The average price of petrol in the United Kingdom rose by 5.44 pence per litre in April, the second largest monthly increase since 2000. RAC data revealed a litre of lead-free shots from 122.62p to 128.06p on average, with the increase in retailers driven by a 5% increase in the cost of a barrel of oil.

Diesel increased by 3 p per liter at pumps, to 133.7 p, although the RAC points out that the difference between fuels in the wholesale price paid by retailers was only one cent. The four British supermarkets – Tesco, Sainsburys, Morrisons and Asda – also increased their gasoline prices above the British average.

The price rise was most evident in Wales, where the cost of unleaded petrol rose from 121.37p to 127.47p per litre over the month, while London ended April with the most expensive petrol at just over 129p per litre.

The RAC cites the example of filling the 55-litre tank of an average family car with petrol, which rose by £3 to £70.43 across the UK in April.

Simon Williams, spokesman for RAC fuels, says that “it is very clear from our monitoring of petrol station prices and wholesale prices that retailers have been using the cheapest wholesale cost of diesel to subsidise petrol pump prices and that, if this had not been the case, a new monthly record of price increases would have been set”.

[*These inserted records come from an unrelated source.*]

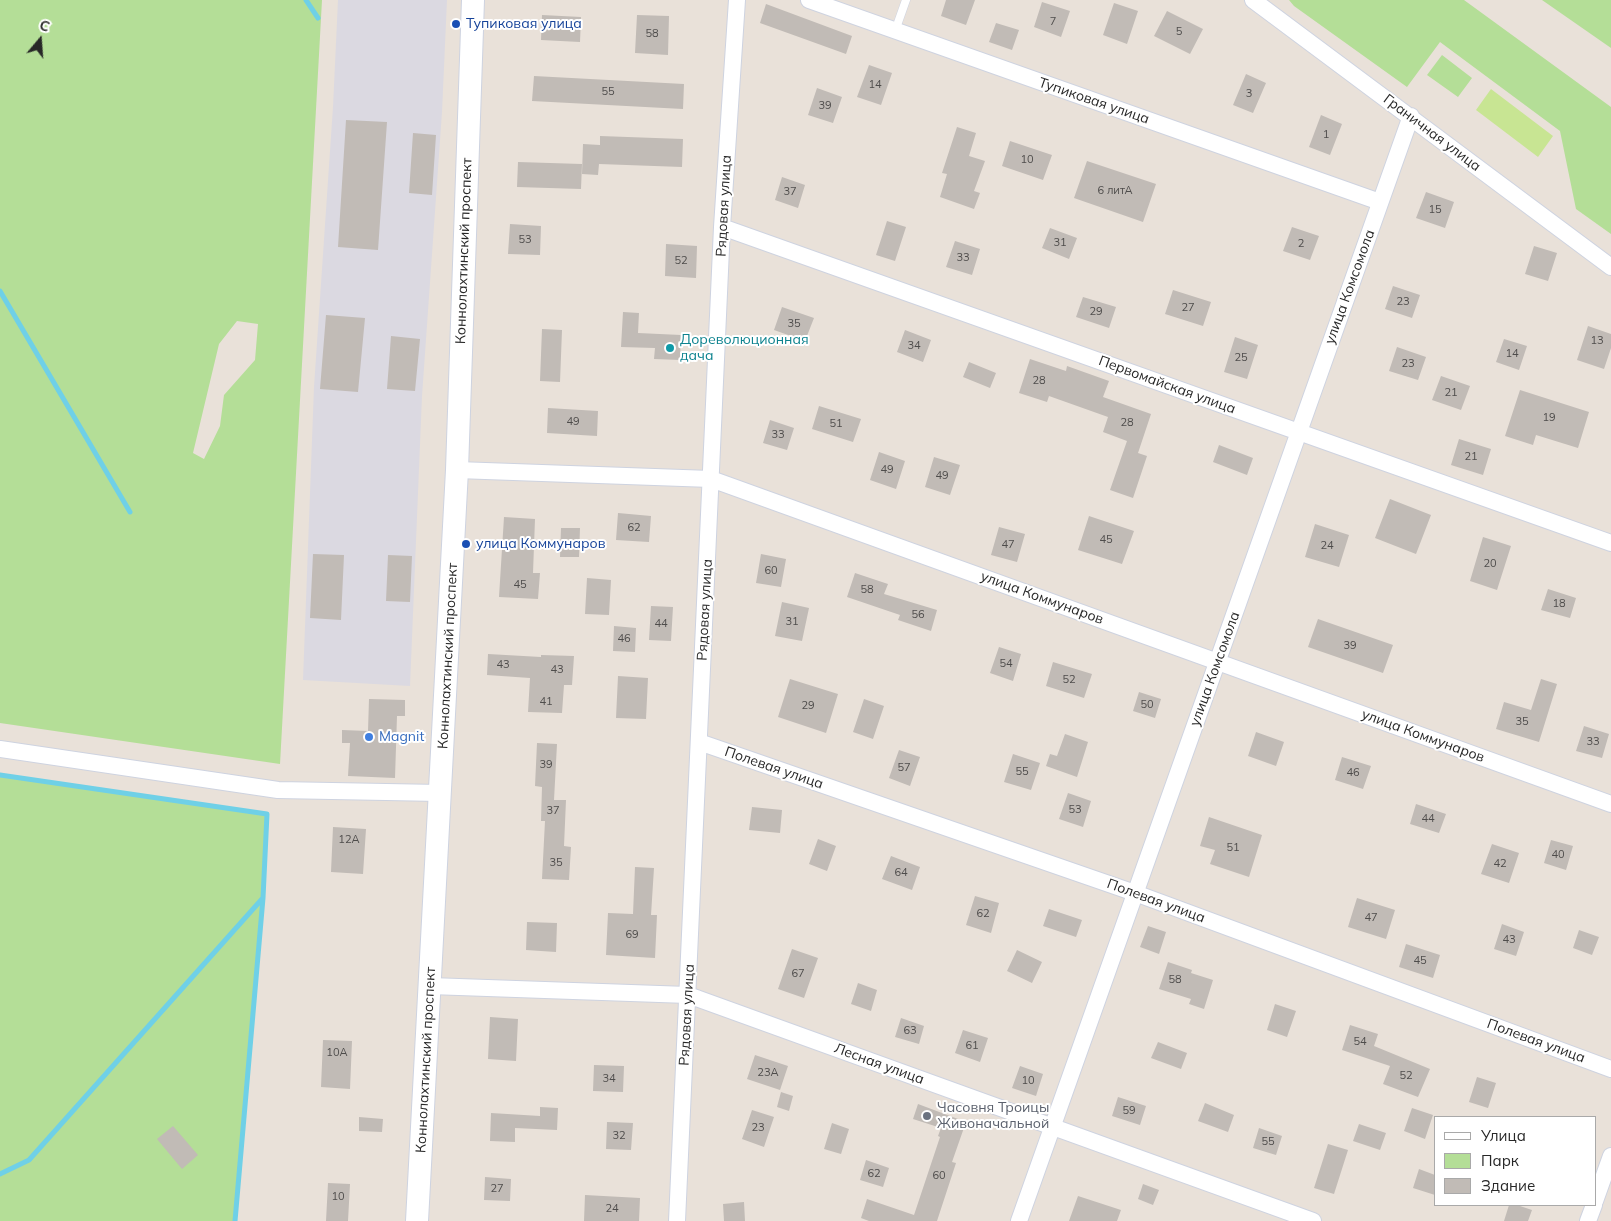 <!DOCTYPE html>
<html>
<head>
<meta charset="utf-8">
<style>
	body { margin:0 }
	#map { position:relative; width:1611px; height:1221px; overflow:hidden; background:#e9e1d9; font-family:Mulish,sans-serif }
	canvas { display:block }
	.legend { position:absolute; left:1434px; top:1116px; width:162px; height:90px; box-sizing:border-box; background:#fff; border:1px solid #a9a9a9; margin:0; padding:6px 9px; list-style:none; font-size:15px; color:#272727 }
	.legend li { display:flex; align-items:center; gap:10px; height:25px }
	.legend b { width:25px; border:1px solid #a9a9a9 }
	.north { position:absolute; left:15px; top:15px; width:50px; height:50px; -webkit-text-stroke:4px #fff; paint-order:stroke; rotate:18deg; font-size:14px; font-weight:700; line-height:20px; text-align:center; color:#272727 }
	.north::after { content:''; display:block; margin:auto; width:18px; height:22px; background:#272727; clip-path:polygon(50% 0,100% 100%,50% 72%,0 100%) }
</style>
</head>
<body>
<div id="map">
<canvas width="1611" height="1221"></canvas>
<ul class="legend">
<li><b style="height:6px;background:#fff"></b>Улица</li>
<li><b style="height:14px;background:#b4de97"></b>Парк</li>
<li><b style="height:14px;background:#c1bbb6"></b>Здание</li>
</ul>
<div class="north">С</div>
</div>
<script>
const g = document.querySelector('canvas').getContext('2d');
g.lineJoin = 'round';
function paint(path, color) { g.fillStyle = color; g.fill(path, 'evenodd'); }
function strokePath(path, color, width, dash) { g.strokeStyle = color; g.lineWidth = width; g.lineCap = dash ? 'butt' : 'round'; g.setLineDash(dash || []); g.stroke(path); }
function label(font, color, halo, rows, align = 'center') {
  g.font = font + ' Mulish,sans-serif'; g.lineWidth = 4; g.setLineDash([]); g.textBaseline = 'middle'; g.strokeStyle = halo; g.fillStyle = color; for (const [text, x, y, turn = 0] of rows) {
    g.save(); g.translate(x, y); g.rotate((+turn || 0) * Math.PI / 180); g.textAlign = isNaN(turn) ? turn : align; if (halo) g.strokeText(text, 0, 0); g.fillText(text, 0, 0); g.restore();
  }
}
const industrial = new Path2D(`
	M338,0H447L442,112L422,396L410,686L303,680L314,387L333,107Z`);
const green = new Path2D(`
	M0,0H322L280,764L0,723ZM237,321L258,324L255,360L224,395L220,426L204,459L193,453L219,344Z
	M1289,0H1464L1611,107V234L1576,209L1560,131L1440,42L1407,87L1294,6Z
	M1542,0H1611V48Z
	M1442,55L1472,78L1458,97L1427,75Z
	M0,775L267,814L263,898L235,1221H0Z`);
const pitch = new Path2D(`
	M1491,89L1553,136L1538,157L1476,110Z`);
const stream = new Path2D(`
	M306,0L318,18
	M0,291L130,512
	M0,775L267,814L263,898L235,1221
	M0,1174L29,1160L262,899`);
const building = new Path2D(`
	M946,0H975L966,25L941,16Z
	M1042,2L1070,11L1061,37L1034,27Z
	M1114,3L1138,11L1127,44L1103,35Z
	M766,4L852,36L846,54L760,23Z
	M1167,11L1203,29L1190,54L1154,36Z
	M542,15L581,17L580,42L541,40Z
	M637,15L669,16L668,55L635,53Z
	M996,23L1019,30L1012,50L989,42Z
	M869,65L892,73L881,105L857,97Z
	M1246,74L1266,83L1253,113L1233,105Z
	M534,76L684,84L683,109L532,101Z
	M817,88L842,97L833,123L808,115Z
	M1321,115L1342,124L1330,155L1309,147Z
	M346,120L387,122L378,250L338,247Z
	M957,127L976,133L969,156L985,161L974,191L980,193L974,209L940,197L947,174L942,173Z
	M413,133L436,135L432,195L409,193Z
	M600,136L683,139L682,167L599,164L598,175L582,174L583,144L600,145Z
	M1010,141L1052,155L1043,180L1002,166Z
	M1087,161L1156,184L1143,222L1074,198Z
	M518,162L582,164L581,189L517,187Z
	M782,177L805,185L798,208L775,200Z
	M1426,192L1454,202L1445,228L1416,218Z
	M887,221L906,227L895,261L876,255Z
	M510,224L541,226L540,255L508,254Z
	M1292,227L1319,236L1310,260L1283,251Z
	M1050,228L1077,238L1069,259L1042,248Z
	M955,241L980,249L972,275L946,267Z
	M666,244L697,246L696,278L665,276Z
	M1534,246L1557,253L1548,281L1525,274Z
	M1393,286L1420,295L1412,318L1385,309Z
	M1173,290L1211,302L1203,326L1165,314Z
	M1083,297L1116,307L1109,328L1076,317Z
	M782,307L814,318L805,341L774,330Z
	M623,312L639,313L638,333L681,335L680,360L654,359L655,348L621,347Z
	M326,315L365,318L358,392L320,389Z
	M1588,326L1611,334V348L1604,369L1577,360Z
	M542,329L562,330L560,382L540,381Z
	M905,330L931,340L923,362L897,352Z
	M391,336L420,339L415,391L387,389Z
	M1235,337L1258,345L1247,379L1224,372Z
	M1504,339L1527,346L1519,370L1496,362Z
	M1397,347L1426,357L1418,380L1389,371Z
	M1030,359L1066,371L1067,366L1109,381L1103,397L1151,414L1138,453L1147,456L1133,498L1110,490L1127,441L1103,432L1108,417L1049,396L1047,402L1019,393Z
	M969,362L996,373L990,388L963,377Z
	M1441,376L1470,386L1461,410L1432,400Z
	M1520,390L1589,412L1578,448L1536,435L1533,445L1505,436Z
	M819,406L861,419L853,442L812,429Z
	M548,408L598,411L597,436L547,433Z
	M770,420L794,428L787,450L763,443Z
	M1459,439L1491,449L1483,475L1451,465Z
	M1219,445L1253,458L1247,475L1213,462Z
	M879,452L905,461L896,489L870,480Z
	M934,457L960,465L950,495L925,487Z
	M1390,499L1431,515L1416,554L1375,538Z
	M618,513L651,516L649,542L616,540Z
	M1089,516L1134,531L1122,564L1078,550Z
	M504,517L535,519L533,573H540L538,599L499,597Z
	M1315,524L1349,535L1339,567L1305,557Z
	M999,527L1025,534L1017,562L991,555Z
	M561,528H580L579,557H560Z
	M1483,537L1511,546L1497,590L1470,581Z
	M313,554L344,555L341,620L310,618Z
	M761,554L786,559L781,587L756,583Z
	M388,555L412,556L410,602L386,601Z
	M855,573L888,584L884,594L937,610L931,631L898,620L900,615L847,597Z
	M587,578L611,580L609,615L585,614Z
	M1548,589L1576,598L1570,618L1541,610Z
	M782,602L809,608L802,641L775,636Z
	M651,606L673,607L671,641L649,640Z
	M1318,619L1393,645L1383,673L1308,647Z
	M614,626L636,628L635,652L613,651Z
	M999,647L1021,654L1013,681L990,673Z
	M488,654L541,657V655L574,656L572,685H564L562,713L528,712L530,678L487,675Z
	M1053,662L1092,674L1084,698L1046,686Z
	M618,676L648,678L646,719L616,718Z
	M790,679L838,694L826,733L778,717Z
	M1541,679L1557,684L1539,742L1496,729L1504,702L1531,710Z
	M1139,692L1161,699L1155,718L1133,711Z
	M369,699L405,700V716H397L395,778L348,776L350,743H342V730L368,731Z
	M864,699L884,706L873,739L853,732Z
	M1584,726L1609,734L1602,758L1576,751Z
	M1256,732L1284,742L1276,766L1248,756Z
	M1065,734L1088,742L1077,777L1046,766L1050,754L1057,756Z
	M537,743L557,744L554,800H566L564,846L571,847L569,880L542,879L545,821H541L542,787L535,786Z
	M899,750L920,757L910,786L889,778Z
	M1013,754L1040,763L1031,790L1004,782Z
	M1342,757L1371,766L1363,789L1335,780Z
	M1068,793L1091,801L1083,827L1059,819Z
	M1416,804L1446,814L1439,833L1410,824Z
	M752,807L782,810L780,833L749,830Z
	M1209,817L1262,835L1249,877L1210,864L1215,850L1200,846Z
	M333,827L366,829L363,874L331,872Z
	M818,839L836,846L827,871L809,864Z
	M1551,840L1573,846L1566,870L1544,863Z
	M1492,844L1519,853L1509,883L1481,874Z
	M891,856L920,867L912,890L882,879Z
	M635,867L654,868L651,915H657L655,958L606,955L608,913L633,914Z
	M975,896L999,903L991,933L966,925Z
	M1357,898L1395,910L1386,939L1348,927Z
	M1049,909L1082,920L1076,937L1043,926Z
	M527,922L557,923L556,952L526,950Z
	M1502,924L1524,932L1516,956L1494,949Z
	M1148,926L1166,932L1159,954L1140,947Z
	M1579,930L1599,937L1592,955L1573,948Z
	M1406,944L1440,955L1433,978L1399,967Z
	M792,949L818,958L804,998L778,989Z
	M1017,950L1042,962L1032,983L1007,971Z
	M1168,962L1192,970L1191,973L1213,980L1204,1009L1189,1004L1191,999L1159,989Z
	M858,983L877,990L871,1011L851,1004Z
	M1275,1004L1296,1011L1287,1037L1267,1030Z
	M490,1017L518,1019L516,1061L488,1059Z
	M901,1018L924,1026L919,1044L895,1037Z
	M1350,1025L1378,1034L1374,1046L1430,1069L1418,1097L1383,1084L1390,1066L1342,1050Z
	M963,1030L988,1038L980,1062L955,1053Z
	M323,1040L352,1041L350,1089L321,1087Z
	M1158,1042L1187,1053L1181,1069L1151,1058Z
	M755,1055L788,1066L780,1090L747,1079Z
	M594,1065L624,1066L623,1092L593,1091Z
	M1020,1066L1043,1074L1036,1096L1012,1088Z
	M1477,1077L1496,1083L1488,1108L1469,1102Z
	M781,1092L793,1096L789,1111L777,1107Z
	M1118,1097L1146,1106L1140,1125L1112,1116Z
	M1205,1103L1234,1115L1228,1132L1198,1121Z
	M918,1104L966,1122L952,1162L956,1163L937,1221H869L861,1218L867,1199L914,1215L940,1137L938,1136L941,1128L913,1119Z
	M540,1107L558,1108L557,1130L515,1128V1142L490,1141L491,1113L540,1116Z
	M1412,1108L1433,1115L1425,1139L1404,1131Z
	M752,1110L774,1117L764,1147L742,1139Z
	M359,1117L383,1119L382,1132L359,1131Z
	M607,1122L633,1123L631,1150L606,1149Z
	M832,1123L849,1129L841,1154L824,1149Z
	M1359,1124L1386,1133L1380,1150L1353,1141Z
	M173,1126L198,1155L182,1169L157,1139Z
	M1259,1128L1282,1136L1276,1155L1253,1148Z
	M1328,1144L1348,1150L1334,1194L1314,1188Z
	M866,1160L889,1168L883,1187L860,1180Z
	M1419,1169L1435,1175V1195L1413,1188Z
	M485,1177L511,1179L510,1201L484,1200Z
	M328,1183L350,1184L348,1221H326Z
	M1143,1184L1159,1190L1153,1205L1138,1199Z
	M585,1195L640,1198L639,1221H584Z
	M1078,1196L1121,1210L1117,1221H1069Z
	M744,1202L745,1221H724L723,1204Z
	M1509,1205H1517L1532,1210L1528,1221H1504Z`);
const service = new Path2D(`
	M895,31L906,0`);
const minor = new Path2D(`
	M809,0L1380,202
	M1253,0L1611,267
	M722,227L1611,543
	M457,470L711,479L1611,804
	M699,742L1135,893L1611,1069
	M0,749L278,790L440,793
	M430,986L688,995L1313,1221
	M1595,1201L1611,1156
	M677,1221L722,227L737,0
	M1019,1221L1411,116
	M1588,1221L1594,1205`);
const secondary = new Path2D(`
	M417,1221L457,470L473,0`);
const markers = [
	[456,24,5,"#1a4fb4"],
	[670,348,5,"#0f9aa8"],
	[466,544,5,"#1a4fb4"],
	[369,737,5,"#3f7fe0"],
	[927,1116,5,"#6b7280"]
];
const numberNames = [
	["7",1053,22],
	["5",1179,32],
	["58",652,34],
	["14",875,85],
	["55",608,92],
	["3",1249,94],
	["39",825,106],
	["1",1326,135],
	["10",1027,160],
	["6 литА",1115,191],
	["37",790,192],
	["15",1435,210],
	["53",525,240],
	["31",1060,243],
	["2",1301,244],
	["33",963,258],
	["52",681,261],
	["23",1403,302],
	["27",1188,308],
	["29",1096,312],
	["35",794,324],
	["13",1597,341],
	["34",914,346],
	["14",1512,354],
	["25",1241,358],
	["23",1408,364],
	["28",1039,381],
	["21",1451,393],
	["19",1549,418],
	["49",573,422],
	["28",1127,423],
	["51",836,424],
	["33",778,435],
	["21",1471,457],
	["49",887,470],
	["49",942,476],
	["62",634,528],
	["45",1106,540],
	["47",1008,545],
	["24",1327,546],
	["20",1490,564],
	["60",771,571],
	["45",520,585],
	["58",867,590],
	["18",1559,604],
	["56",918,615],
	["31",792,622],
	["44",661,624],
	["46",624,639],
	["39",1350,646],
	["54",1006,664],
	["43",503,665],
	["43",557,670],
	["52",1069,680],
	["41",546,702],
	["50",1147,705],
	["29",808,706],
	["35",1522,722],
	["33",1593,742],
	["39",546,765],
	["57",904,768],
	["55",1022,772],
	["46",1353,773],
	["53",1075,810],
	["37",553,811],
	["44",1428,819],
	["12А",349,840],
	["51",1233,848],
	["40",1558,855],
	["35",556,863],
	["42",1500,864],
	["64",901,873],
	["62",983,914],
	["47",1371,918],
	["69",632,935],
	["43",1509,940],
	["45",1420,961],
	["67",798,974],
	["58",1175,980],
	["63",910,1031],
	["54",1360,1042],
	["61",972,1046],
	["10А",337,1053],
	["23А",768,1073],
	["52",1406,1076],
	["34",609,1079],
	["10",1028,1081],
	["59",1129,1111],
	["23",758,1128],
	["32",619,1136],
	["55",1268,1142],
	["62",874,1174],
	["60",939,1176],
	["27",497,1189],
	["10",338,1197],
	["24",612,1209]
];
const transitNames = [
	["Тупиковая улица",466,24],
	["улица Коммунаров",476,544]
];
const streetNames = [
	["Тупиковая улица",1094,101,19],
	["Граничная улица",1432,133,37],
	["Рядовая улица",724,206,-87],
	["Коннолахтинский проспект",464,251,-88],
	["улица Комсомола",1350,287,-70],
	["Первомайская улица",1167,385,20],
	["улица Коммунаров",1042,598,20],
	["Рядовая улица",705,610,-87],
	["Коннолахтинский проспект",448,656,-87],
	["улица Комсомола",1215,669,-70],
	["улица Коммунаров",1423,736,20],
	["Полевая улица",774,768,19],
	["Полевая улица",1156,901,20],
	["Рядовая улица",687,1015,-87],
	["Полевая улица",1536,1041,20],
	["Коннолахтинский проспект",426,1060,-87],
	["Лесная улица",879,1064,20]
];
const cultureNames = [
	["Дореволюционная",680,340],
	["дача",680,356]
];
const shopNames = [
	["Magnit",379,737]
];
const worshipNames = [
	["Часовня Троицы",937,1108],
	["Живоначальной",937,1124]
];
paint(industrial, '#dbd9e1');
paint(green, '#b4de97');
paint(pitch, '#c8e593');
strokePath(stream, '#6fd0e7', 5);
paint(building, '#c1bbb6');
strokePath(service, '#ced3e0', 9);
strokePath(minor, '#ced3e0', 18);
strokePath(secondary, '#ced3e0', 24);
strokePath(service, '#fff', 8);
strokePath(minor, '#fff', 16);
strokePath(secondary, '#fff', 22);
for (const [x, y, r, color] of markers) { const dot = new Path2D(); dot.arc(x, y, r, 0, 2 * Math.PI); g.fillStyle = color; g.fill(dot); strokePath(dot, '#fff', 2); }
label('11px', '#4e4c4b', null, numberNames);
label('14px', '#164399', '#fff', transitNames, 'left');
label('14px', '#272727', '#fff', streetNames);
label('14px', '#0d838f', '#fff', cultureNames, 'left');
label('14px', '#366cbe', '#fff', shopNames, 'left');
label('14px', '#5b616d', '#fff', worshipNames, 'left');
</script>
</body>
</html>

“To put this price discrepancy into perspective, last year the amount of diesel sold was almost double that of gasoline.”

The news comes when the Climate Change Commission calls on the UK government to postpone the ban on new diesel and petrol vehicles by 2030, rekindling the debate over preparing the UKs road infrastructure for mass electrification.

A detailed breakdown of changes in fuel prices in the UK since the beginning of 2015 can be found on the RACs Fuel Watch website.